I'm mostly interested in the results with the v3 applied.

Also it would be good to check the impact of the first two patches
alone relative to all four.

Thanks!
Dan Williams June 29, 2020, 8:46 p.m. UTC | #3
On Sun, Jun 28, 2020 at 10:09 AM Rafael J. Wysocki <rafael@kernel.org> wrote:
>
> On Fri, Jun 26, 2020 at 8:41 PM Dan Williams <dan.j.williams@intel.com> wrote:
> >
> > On Fri, Jun 26, 2020 at 10:34 AM Rafael J. Wysocki <rjw@rjwysocki.net> wrote:
> > >
> > > Hi All,
> > >
> > > On Monday, June 22, 2020 3:50:42 PM CEST Rafael J. Wysocki wrote:
> > > > Hi All,
> > > >
> > > > This series is to address the problem with RCU synchronization occurring,
> > > > possibly relatively often, inside of acpi_ex_system_memory_space_handler(),
> > > > when the namespace and interpreter mutexes are held.
> > > >
> > > > Like I said before, I had decided to change the approach used in the previous
> > > > iteration of this series and to allow the unmap operations carried out by
> > > > acpi_ex_system_memory_space_handler() to be deferred in the first place,
> > > > which is done in patches [1-2/4].
> > >
> > > In the meantime I realized that calling syncrhonize_rcu_expedited() under the
> > > "tables" mutex within ACPICA is not quite a good idea too and that there is no
> > > reason for any users of acpi_os_unmap_memory() in the tree to use the "sync"
> > > variant of unmapping.
> > >
> > > So, unless I'm missing something, acpi_os_unmap_memory() can be changed to
> > > always defer the final unmapping and the only ACPICA change needed to support
> > > that is the addition of the acpi_os_release_unused_mappings() call to get rid
> > > of the unused mappings when leaving the interpreter (module the extra call in
> > > the debug code for consistency).
> > >
> > > So patches [1-2/4] have been changed accordingly.
> > >
> > > > However, it turns out that the "fast-path" mapping is still useful on top of
> > > > the above to reduce the number of ioremap-iounmap cycles for the same address
> > > > range and so it is introduced by patches [3-4/4].
> > >
> > > Patches [3-4/4] still do what they did, but they have been simplified a bit
> > > after rebasing on top of the new [1-2/4].
> > >
> > > The below information is still valid, but it applies to the v3, of course.
> > >
> > > > For details, please refer to the patch changelogs.
> > > >
> > > > The series is available from the git branch at
> > > >
> > > >  git://git.kernel.org/pub/scm/linux/kernel/git/rafael/linux-pm.git \
> > > >  acpica-osl
> > > >
> > > > for easier testing.
> > >
> > > Also the series have been tested locally.
> >
> > Ok, I'm still trying to get the original reporter to confirm this
> > reduces the execution time for ASL routines with a lot of OpRegion
> > touches. Shall I rebuild that test kernel with these changes, or are
> > the results from the original RFT still interesting?
>
> I'm mostly interested in the results with the v3 applied.
>

Ok, I just got feedback on v2 and it still showed the 30 minute
execution time where 7 minutes was achieved previously.

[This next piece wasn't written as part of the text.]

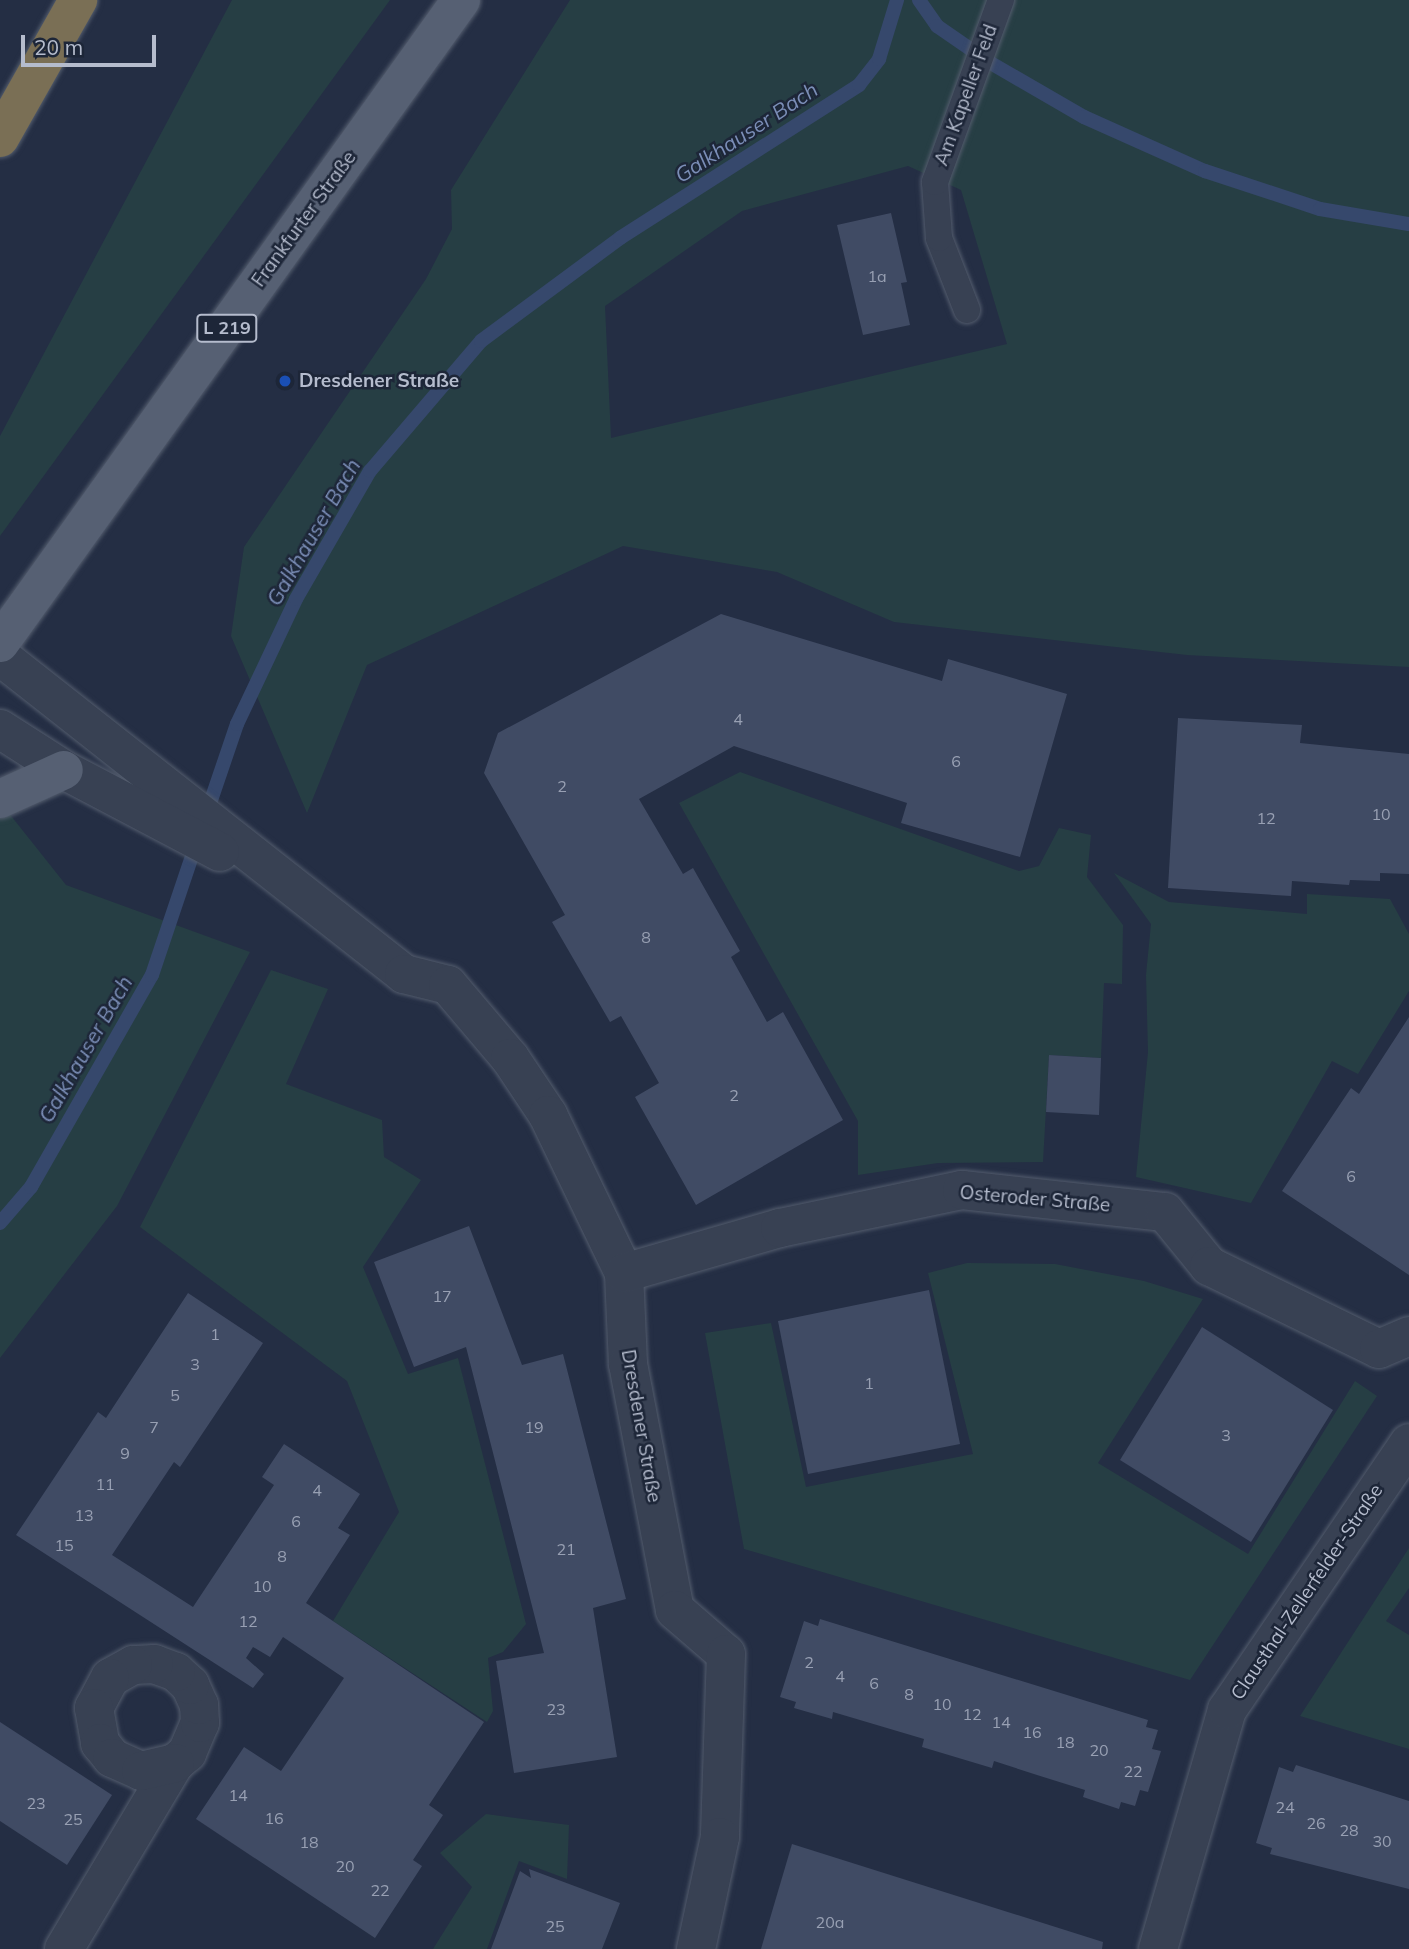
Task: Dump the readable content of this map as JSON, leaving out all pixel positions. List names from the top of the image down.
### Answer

> Also it would be good to check the impact of the first two patches
> alone relative to all four.

I'll start with the full set and see if they can also support the
"first 2" experiment.
Rafael J. Wysocki June 30, 2020, 11:04 a.m. UTC | #4
On Mon, Jun 29, 2020 at 10:46 PM Dan Williams <dan.j.williams@intel.com> wrote:
>
> On Sun, Jun 28, 2020 at 10:09 AM Rafael J. Wysocki <rafael@kernel.org> wrote:
> >
> > On Fri, Jun 26, 2020 at 8:41 PM Dan Williams <dan.j.williams@intel.com> wrote:
> > >
> > > On Fri, Jun 26, 2020 at 10:34 AM Rafael J. Wysocki <rjw@rjwysocki.net> wrote:
> > > >
> > > > Hi All,
> > > >
> > > > On Monday, June 22, 2020 3:50:42 PM CEST Rafael J. Wysocki wrote:
> > > > > Hi All,
> > > > >
> > > > > This series is to address the problem with RCU synchronization occurring,
> > > > > possibly relatively often, inside of acpi_ex_system_memory_space_handler(),
> > > > > when the namespace and interpreter mutexes are held.
> > > > >
> > > > > Like I said before, I had decided to change the approach used in the previous
> > > > > iteration of this series and to allow the unmap operations carried out by
> > > > > acpi_ex_system_memory_space_handler() to be deferred in the first place,
> > > > > which is done in patches [1-2/4].
> > > >
> > > > In the meantime I realized that calling syncrhonize_rcu_expedited() under the
> > > > "tables" mutex within ACPICA is not quite a good idea too and that there is no
> > > > reason for any users of acpi_os_unmap_memory() in the tree to use the "sync"
> > > > variant of unmapping.
> > > >
> > > > So, unless I'm missing something, acpi_os_unmap_memory() can be changed to
> > > > always defer the final unmapping and the only ACPICA change needed to support
> > > > that is the addition of the acpi_os_release_unused_mappings() call to get rid
> > > > of the unused mappings when leaving the interpreter (module the extra call in
> > > > the debug code for consistency).
> > > >
> > > > So patches [1-2/4] have been changed accordingly.
> > > >
> > > > > However, it turns out that the "fast-path" mapping is still useful on top of
> > > > > the above to reduce the number of ioremap-iounmap cycles for the same address
> > > > > range and so it is introduced by patches [3-4/4].
> > > >
> > > > Patches [3-4/4] still do what they did, but they have been simplified a bit
> > > > after rebasing on top of the new [1-2/4].
> > > >
> > > > The below information is still valid, but it applies to the v3, of course.
> > > >
> > > > > For details, please refer to the patch changelogs.
> > > > >
> > > > > The series is available from the git branch at
> > > > >
> > > > >  git://git.kernel.org/pub/scm/linux/kernel/git/rafael/linux-pm.git \
> > > > >  acpica-osl
> > > > >
> > > > > for easier testing.
> > > >
> > > > Also the series have been tested locally.
> > >
> > > Ok, I'm still trying to get the original reporter to confirm this
> > > reduces the execution time for ASL routines with a lot of OpRegion
> > > touches. Shall I rebuild that test kernel with these changes, or are
> > > the results from the original RFT still interesting?
> >
> > I'm mostly interested in the results with the v3 applied.
> >
>
> Ok, I just got feedback on v2 and it still showed the 30 minute
> execution time where 7 minutes was achieved previously.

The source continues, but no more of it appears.